━━ Supplied information ━━

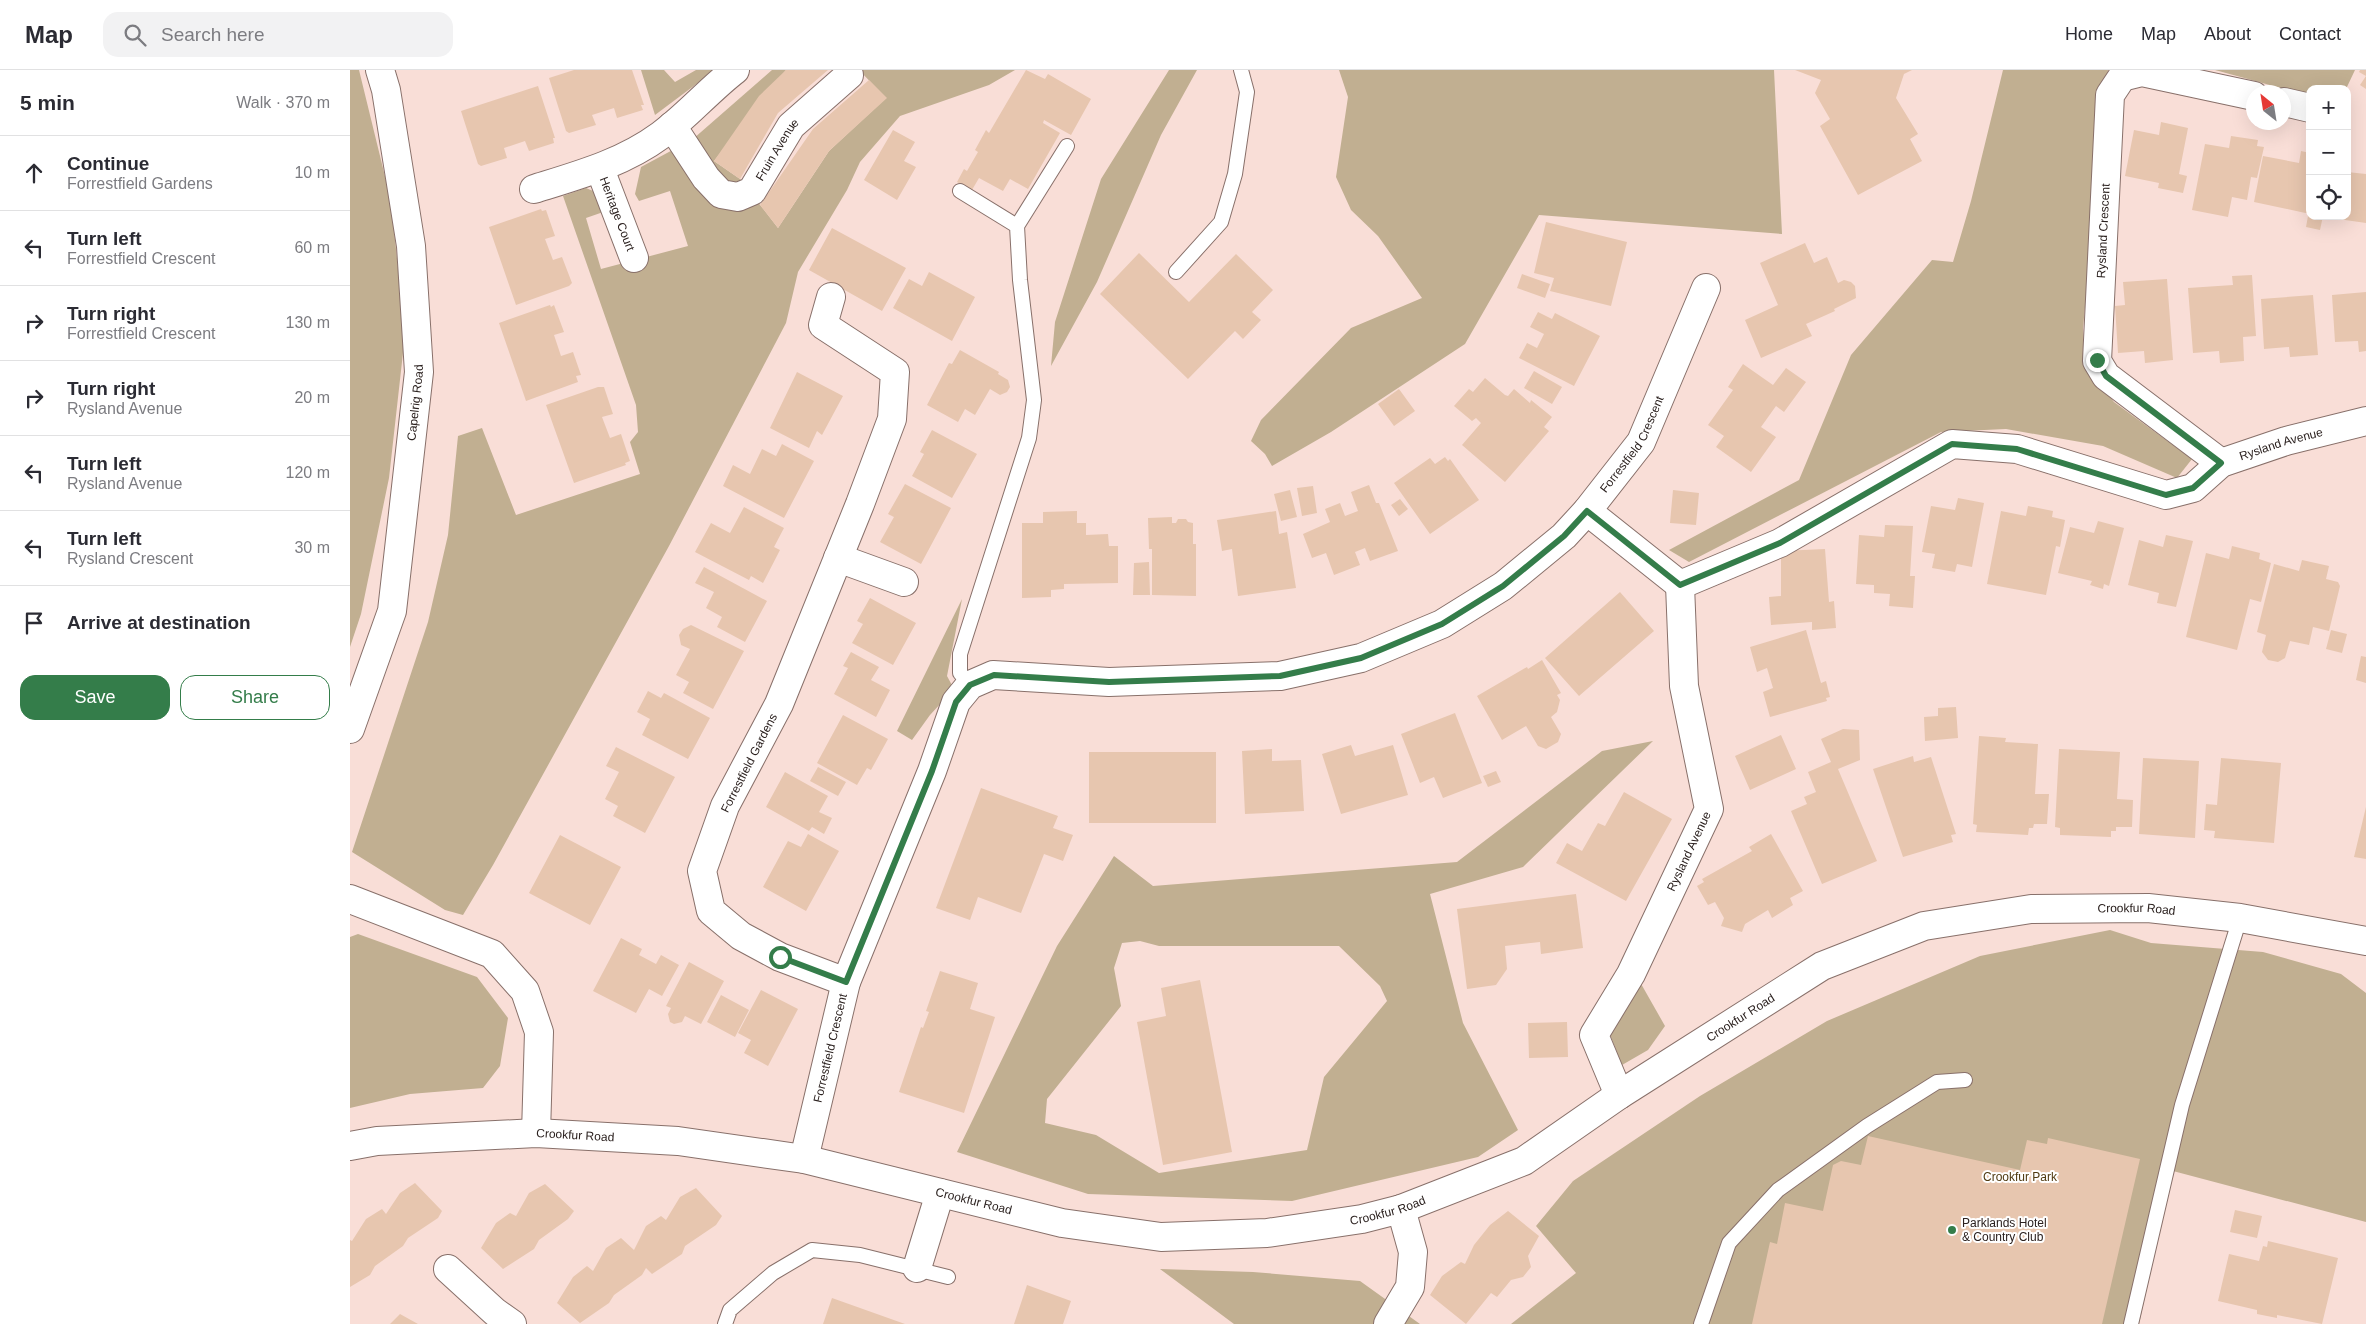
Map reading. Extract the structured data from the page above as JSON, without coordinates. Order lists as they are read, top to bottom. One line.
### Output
{"streets":{"street":["Fruin Avenue","Heritage Court","Rysland Crescent","Capelrig Road","Forrestfield Crescent","Rysland Avenue","Forrestfield Gardens","Crookfur Road"]},"crossings":[["Rysland Crescent","Rysland Avenue"],["Forrestfield Crescent","Forrestfield Gardens"],["Forrestfield Crescent","Crookfur Road"],["Rysland Avenue","Crookfur Road"]],"parks":["Crookfur Park"],"places":["Parklands Hotel & Country Club"],"north":"top left","page":{"header":"Map","search":"Search here","nav":["Home","Map","About","Contact"],"heading":["5 min","Walk · 370 m"],"map_buttons":["+","−"],"list":[["Continue","Forrestfield Gardens","10 m"],["Turn left","Forrestfield Crescent","60 m"],["Turn right","Forrestfield Crescent","130 m"],["Turn right","Rysland Avenue","20 m"],["Turn left","Rysland Avenue","120 m"],["Turn left","Rysland Crescent","30 m"],"Arrive at destination"],"buttons":["Save","Share"]}}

━━━

Work item
Whenever a line holds a picture, print that line without the picture. All other data must be output exactly.

Solution for this task
Map reading. Extract the structured data from the page above as JSON, without coordinates. Order lists as they are read, top to bottom. One line.
### Output
{"streets":{"street":["Fruin Avenue","Heritage Court","Rysland Crescent","Capelrig Road","Forrestfield Crescent","Rysland Avenue","Forrestfield Gardens","Crookfur Road"]},"crossings":[["Rysland Crescent","Rysland Avenue"],["Forrestfield Crescent","Forrestfield Gardens"],["Forrestfield Crescent","Crookfur Road"],["Rysland Avenue","Crookfur Road"]],"parks":["Crookfur Park"],"places":["Parklands Hotel & Country Club"],"north":"top left","page":{"header":"Map","search":"Search here","nav":["Home","Map","About","Contact"],"heading":["5 min","Walk · 370 m"],"map_buttons":["+","−"],"list":[["Continue","Forrestfield Gardens","10 m"],["Turn left","Forrestfield Crescent","60 m"],["Turn right","Forrestfield Crescent","130 m"],["Turn right","Rysland Avenue","20 m"],["Turn left","Rysland Avenue","120 m"],["Turn left","Rysland Crescent","30 m"],"Arrive at destination"],"buttons":["Save","Share"]}}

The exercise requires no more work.